What you are asked to do »
Copy, in full, each line of the material that holds the word "align".

++++++

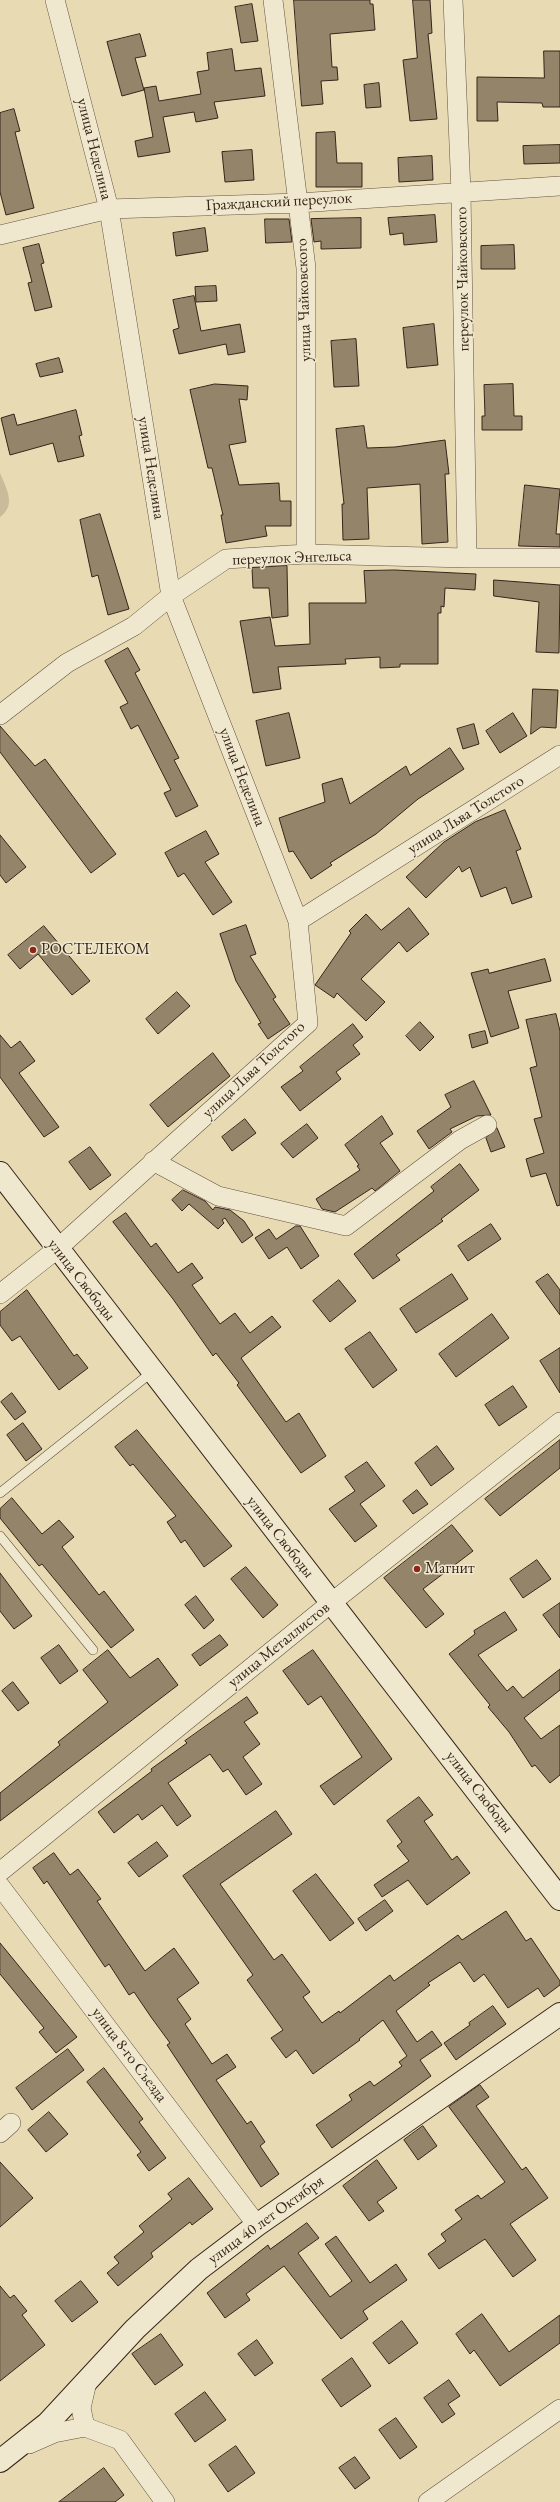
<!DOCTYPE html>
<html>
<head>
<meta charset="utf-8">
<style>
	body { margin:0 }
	canvas { display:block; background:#e8dbb4 }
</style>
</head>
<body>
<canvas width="560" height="2502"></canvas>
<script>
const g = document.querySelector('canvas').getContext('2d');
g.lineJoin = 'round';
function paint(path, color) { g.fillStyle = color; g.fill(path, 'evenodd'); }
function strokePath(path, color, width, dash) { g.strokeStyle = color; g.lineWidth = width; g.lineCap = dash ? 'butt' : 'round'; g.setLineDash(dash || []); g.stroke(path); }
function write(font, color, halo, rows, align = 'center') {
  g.font = font + ' "EB Garamond",serif'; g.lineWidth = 3; g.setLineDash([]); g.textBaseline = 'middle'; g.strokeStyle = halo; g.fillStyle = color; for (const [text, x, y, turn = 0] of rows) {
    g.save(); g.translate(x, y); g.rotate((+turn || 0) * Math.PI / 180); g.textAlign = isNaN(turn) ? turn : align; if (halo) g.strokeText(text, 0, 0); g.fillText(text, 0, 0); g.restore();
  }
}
const green = new Path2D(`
	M0 473C6 488 17 505 0 517Z`);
const building = new Path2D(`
	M294 0H370V4H373L375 30 330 34 332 67H337L338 80 321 81 323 104 302 106Z
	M413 0H430L432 33 428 34 437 119 410 121 403 60 417 58Z
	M252 4 258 41 241 43 235 7Z
	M140 34 146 56 135 58 144 90 122 96 107 42Z
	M232 49 235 71 261 68 265 96 214 102 218 118 196 122 194 112 163 117 170 152 138 157 135 141 153 137 144 88 156 86 159 101 201 94 197 72 209 70 207 53Z
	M544 51H560V107H543L542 103 497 102 498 121H477V77L544 78Z
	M379 83 381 107 366 108 364 85Z
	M14 109 20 131 15 132 34 208 6 215 0 192V113Z
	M335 132 337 163H362V187H316V133Z
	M560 145V163L524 164 523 146Z
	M252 150 254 180 225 182 222 152Z
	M432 156 433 180 399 182 398 158Z
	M435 215 437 242 404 245 403 233 390 235 388 218Z
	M361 218V248L321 249V241L314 242 311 219Z
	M265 219H289L292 242 266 243Z
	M205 228 208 251 176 256 173 233Z
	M39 244 44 263 41 264 52 307 35 311 28 283 32 282 23 248Z
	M514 245 515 269H481V246Z
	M216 286 217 301 196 302 195 287Z
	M194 296 201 331 240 324 245 352 228 355 226 344 179 354 173 330 179 328 173 300Z
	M434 324 438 365 407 368 403 328Z
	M356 339 359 386 334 387 331 341Z
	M59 358 63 372 40 377 36 364Z
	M215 384 248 386 247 400 239 399 246 442 229 445 239 485 279 483 280 501H291V526H265L267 536 226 543 221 515H223L212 468H208L190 390Z
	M513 384 514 416H522V430H482V416H485L484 385Z
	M76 410 82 435 79 436 84 456 58 462 53 443 10 455 1 418 14 414 17 425Z
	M364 426 367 448 395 447 445 440 449 474H445L448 542 422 544 420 484 367 488 369 539 343 540 342 504H344L336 429Z
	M525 485 560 489 556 534H560V547L519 546Z
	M100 514 129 609 108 615 98 575 92 577 80 520Z
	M287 566 288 616 272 618 269 588H253L252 568Z
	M395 570 476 574 475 590 445 588 444 607 441 606V613H438V664H400V667L380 668V657L345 659 346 664 278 667 281 689 253 693 240 621 270 617 275 646 310 644 309 603H366L364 571Z
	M494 580 560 585 559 653 536 652 539 602 494 596Z
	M128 648 140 670 135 673 179 758 174 760 198 806 176 817 164 793 171 790 138 725 131 729 120 707 128 703 105 661Z
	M533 689 558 690 556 728 541 727 531 734Z
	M289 713 300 758 266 766 256 721Z
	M513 713 527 736 500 753 486 731Z
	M474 724 479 744 463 749 457 729Z
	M0 726 35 766 45 759 116 854 91 873 0 752Z
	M450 748 464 769 418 799 376 834 330 863 332 865 311 879 293 851 289 852 279 818 325 802 322 784 342 778 350 804 406 766 410 775Z
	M505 810 521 849 516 851 532 897 512 904 506 887 481 897 470 867 462 872 459 866 426 898 406 877 444 842 475 822Z
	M206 831 219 854 205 862 232 902 213 915 184 873 178 877 165 853Z
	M0 835 26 867 6 883 0 875Z
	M409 908 429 934 407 952 399 942 361 979 385 1002 366 1021 337 993 334 998 315 985 351 933 349 931 366 914 381 930Z
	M246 925 256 954 250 956 276 997 273 999 290 1024 268 1039 258 1024 261 1023 236 981 220 934Z
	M44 926 90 981 72 995 38 954 20 969 8 955Z
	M545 959 551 981 508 991 519 1028 491 1037 471 973 488 969 489 973Z
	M177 992 190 1006 158 1034 146 1019Z
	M556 1014 560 1031V1205L557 1206 546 1173 531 1177 526 1159 544 1153 534 1119 542 1117 530 1068 537 1066 526 1020Z
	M420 1022 434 1037 420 1051 406 1036Z
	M353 1024 363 1037 353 1045 360 1054 336 1072 341 1079 300 1111 281 1087 303 1071 300 1067Z
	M485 1031 488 1043 472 1048 469 1035Z
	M0 1035 11 1048 20 1041 35 1061 19 1073 59 1127 44 1137 0 1077Z
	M213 1053 230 1076 168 1127 150 1105Z
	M474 1081 491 1115 477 1116 450 1129 452 1132 429 1149 417 1131 451 1107 445 1095Z
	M382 1116 393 1134 380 1143 400 1171 375 1191 372 1188 335 1212 322 1209 316 1199 360 1170 357 1166 359 1165 345 1145Z
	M245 1119 256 1133 232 1151 222 1137Z
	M307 1124 318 1138 293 1158 281 1144Z
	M497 1128 505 1147 491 1152 486 1138Z
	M90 1147 111 1175 90 1190 69 1162Z
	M460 1164 479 1190 441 1219 443 1221 396 1255 400 1260 373 1279 354 1254 434 1191 431 1187Z
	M183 1190 205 1201 213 1210 215 1207 230 1210 244 1221 253 1235 242 1243 225 1218 222 1220 224 1223 218 1229 189 1204 182 1211 172 1200Z
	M126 1213 151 1247 156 1243 178 1273 192 1263 203 1278 192 1285 220 1324 235 1313 250 1333 272 1316 281 1327 241 1358 286 1422 299 1413 326 1456 301 1473 237 1385 239 1383 216 1353 213 1356 173 1299 113 1222Z
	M491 1224 501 1239 468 1261 458 1246Z
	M296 1226H300L319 1256 301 1269 287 1247 269 1259 255 1238 269 1229 276 1239Z
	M452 1274 468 1299 416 1333 400 1309Z
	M548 1274 560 1290V1315L536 1282Z
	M339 1280 356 1301 330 1322 313 1301Z
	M27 1290 74 1356 77 1354 88 1368 59 1390 20 1336 12 1341 0 1325V1312Z
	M492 1314 509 1338 456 1377 439 1354Z
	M370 1332 397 1370 373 1388 345 1349Z
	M560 1348V1393L540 1361Z
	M513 1386 527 1407 499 1426 485 1405Z
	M12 1393 26 1412 15 1420 1 1402Z
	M23 1423 42 1449 26 1461 7 1435Z
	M137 1430 232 1546 204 1567 185 1540 181 1543 167 1522 176 1516 133 1464 130 1466 115 1447Z
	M560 1440V1468L500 1516 485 1499Z
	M437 1446 454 1469 431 1486 415 1463Z
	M367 1462 385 1486 360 1504 377 1526 355 1542 329 1509 355 1491 345 1477Z
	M417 1490 428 1504 413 1514 403 1501Z
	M12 1498 42 1534 59 1520 74 1537 62 1547 99 1595 104 1591 134 1630 111 1648 42 1564 39 1566 0 1518V1509Z
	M452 1525 473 1551 423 1589 444 1614 426 1628 384 1578Z
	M537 1560 551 1579 523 1598 510 1579Z
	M246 1567 278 1605 263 1618 231 1579Z
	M0 1573 32 1616 14 1629 0 1611Z
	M196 1596 214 1620 204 1629 185 1605Z
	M560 1603V1638L543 1615Z
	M505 1612 517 1630 478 1655 507 1691 513 1686 523 1698 560 1669V1690L524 1718 541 1739 560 1725V1775L550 1783 535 1765 532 1767 509 1732 488 1707 490 1705 449 1654 475 1634 474 1631Z
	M220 1635 228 1645 200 1666 192 1655Z
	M59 1645 78 1671 60 1684 41 1658Z
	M108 1650 130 1678 158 1658 178 1685 0 1821V1793L60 1745 58 1742 108 1702 83 1670Z
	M313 1650 392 1759 334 1805 320 1786 362 1757 321 1696 308 1705 283 1671Z
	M13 1682 29 1703 18 1711 2 1691Z
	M247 1697 258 1713 244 1722 260 1744 243 1757 262 1784 246 1795 228 1769 223 1772 210 1754 168 1783 191 1816 177 1826 162 1805 142 1820 138 1814 114 1833 98 1812 152 1771 151 1769 187 1743 185 1741Z
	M419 1797 433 1815 424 1821 452 1860 457 1856 470 1873 427 1905 408 1880 382 1897 374 1885 409 1861 397 1846 402 1842 387 1821Z
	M276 1811 292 1834 220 1884 274 1960 282 1954 310 1992 303 1997 322 2023 339 2011 340 2013 390 1975 394 1981 458 1935 462 1940 506 1911 526 1941 531 1938 560 1981V1985L544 1997 538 1988 508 2008 484 1974 474 1982 460 1962 428 1983 430 1985 396 2011 417 2042 432 2031 442 2045 420 2060 431 2076 332 2148 316 2125 352 2100 349 2095 370 2081 374 2086 402 2066 399 2062 407 2056 383 2020 359 2039 360 2040 313 2074 296 2050 286 2058 271 2038 283 2030 247 1980 253 1975 183 1876Z
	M157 1842 168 1856 139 1877 128 1863Z
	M54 1853 70 1875 78 1869 101 1899 97 1901 145 1971 174 1948 199 1983 177 1999 191 2019 185 2024 212 2064 227 2054 236 2067 216 2080 247 2124 251 2121 265 2142 260 2146 279 2174 261 2187 167 2045 170 2043 151 2017 134 1992 129 1995 109 1964 105 1967 47 1881 44 1884 33 1868Z
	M316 1874 354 1923 330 1941 293 1891Z
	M385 1900 393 1911 366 1931 358 1919Z
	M0 1943 77 2037 56 2053 39 2032 44 2028 0 1974Z
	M493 2006 506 2024 456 2060 444 2043 470 2025 469 2023Z
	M68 2049 84 2070 32 2110 16 2088Z
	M104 2068 143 2119 139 2122 166 2158 149 2171 137 2155 141 2152 87 2082Z
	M480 2085 489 2097 476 2106 522 2170 526 2167 548 2198 510 2224 536 2260 513 2277 485 2239 439 2269 428 2254 446 2241 441 2234 462 2219 455 2210 478 2195 481 2199 505 2182 449 2107Z
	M49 2112 68 2134 46 2152 28 2130Z
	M423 2126 437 2146 418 2160 404 2140Z
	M377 2160 397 2188 377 2202 384 2211 369 2221 343 2186Z
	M0 2162 33 2198 0 2227Z
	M189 2178 213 2209 192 2225 190 2222 151 2253 153 2257 118 2286 107 2273 119 2263 114 2257 144 2232 139 2226 172 2199 168 2194Z
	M307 2223 319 2238 298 2253 330 2297 352 2281 325 2244 336 2236 370 2283 396 2264 407 2280 363 2311 368 2319 341 2339 284 2266 246 2294 250 2300 225 2318 207 2293 268 2245 270 2249Z
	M81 2281 98 2302 72 2322 55 2301Z
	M0 2286 10 2298 14 2295 27 2311 22 2315 45 2345 0 2381Z
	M482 2314 509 2352 560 2315V2343L500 2386 474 2350 470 2354 456 2334Z
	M402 2321 418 2343 389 2364 373 2343Z
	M161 2334 183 2365 155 2385 132 2354Z
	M257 2340 273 2363 255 2376 238 2354Z
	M352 2358 371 2386 341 2407 322 2380Z
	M449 2380 460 2396 448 2404 455 2414 442 2423 424 2398Z
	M205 2392 226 2420 195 2442 175 2414Z
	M396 2418 417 2447 400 2459 379 2430Z
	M236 2446 255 2473 228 2492 209 2465Z
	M355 2457 370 2478 355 2489 339 2468Z
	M104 2468 124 2495 115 2502H59Z`);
const lane = new Path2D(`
	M0 1493 152 1372
	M0 1536 93 1650`);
const street = new Path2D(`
	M55 0 109 209 171 596 298 921
	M273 0 306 268V554
	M453 0 461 192 467 558
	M0 235 109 209 298 203 560 186
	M0 715 67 663 134 626 171 596 226 559 306 554 467 558H560
	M153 1161 218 1196 346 1226 460 1140 487 1125
	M0 1294 57 1249 308 1023 298 921 560 755
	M0 1872 331 1603 560 1422
	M0 1886 257 2225
	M0 2133 11 2123
	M85 2427 81 2408 87 2382
	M29 2444 54 2433 85 2427 120 2440 165 2502
	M428 2502 560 2409`);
const secondary = new Path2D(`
	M0 1173 560 1899
	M0 2461 48 2423 135 2329 199 2269 257 2225 560 2014`);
const markers = [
	[33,950,4,"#8f2418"],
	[417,1569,4,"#8f2418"]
];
const streetNames = [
	["улица Неделина",94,149,76],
	["Гражданский переулок",279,202,-3],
	["переулок Чайковского",463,279,-91],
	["улица Чайковского",304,300,-92],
	["улица Неделина",151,468,81],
	["переулок Энгельса",292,558,-2],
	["улица Неделина",242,777,69],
	["улица Льва Толстого",466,815,-32],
	["улица Льва Толстого",254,1070,-43],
	["улица Свободы",81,1280,52],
	["улица Свободы",280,1537,52],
	["улица Металлистов",279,1645,-39],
	["улица Свободы",479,1792,52],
	["улица 8-го Съезда",129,2055,53],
	["улица 40 лет Октября",266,2220,-36]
];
const poiNames = [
	["РОСТЕЛЕКОМ",41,950],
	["Магнит",425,1569]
];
paint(green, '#cabc9a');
paint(building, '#93846a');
strokePath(building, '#362519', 1);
strokePath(lane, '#625240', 10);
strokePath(street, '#625240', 20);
strokePath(secondary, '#362519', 24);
strokePath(lane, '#f0e8ce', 9);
strokePath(street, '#f0e8ce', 19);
strokePath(secondary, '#f0e8ce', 22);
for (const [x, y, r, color] of markers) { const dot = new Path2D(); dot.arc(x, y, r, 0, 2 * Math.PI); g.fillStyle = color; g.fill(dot); strokePath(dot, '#f0e8ce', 1.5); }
write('16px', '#362519', '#f0e8ce', streetNames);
write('16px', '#362519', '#f0e8ce', poiNames, 'left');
</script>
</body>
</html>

++++++

Result »
function write(font, color, halo, rows, align = 'center') {
    g.save(); g.translate(x, y); g.rotate((+turn || 0) * Math.PI / 180); g.textAlign = isNaN(turn) ? turn : align; if (halo) g.strokeText(text, 0, 0); g.fillText(text, 0, 0); g.restore();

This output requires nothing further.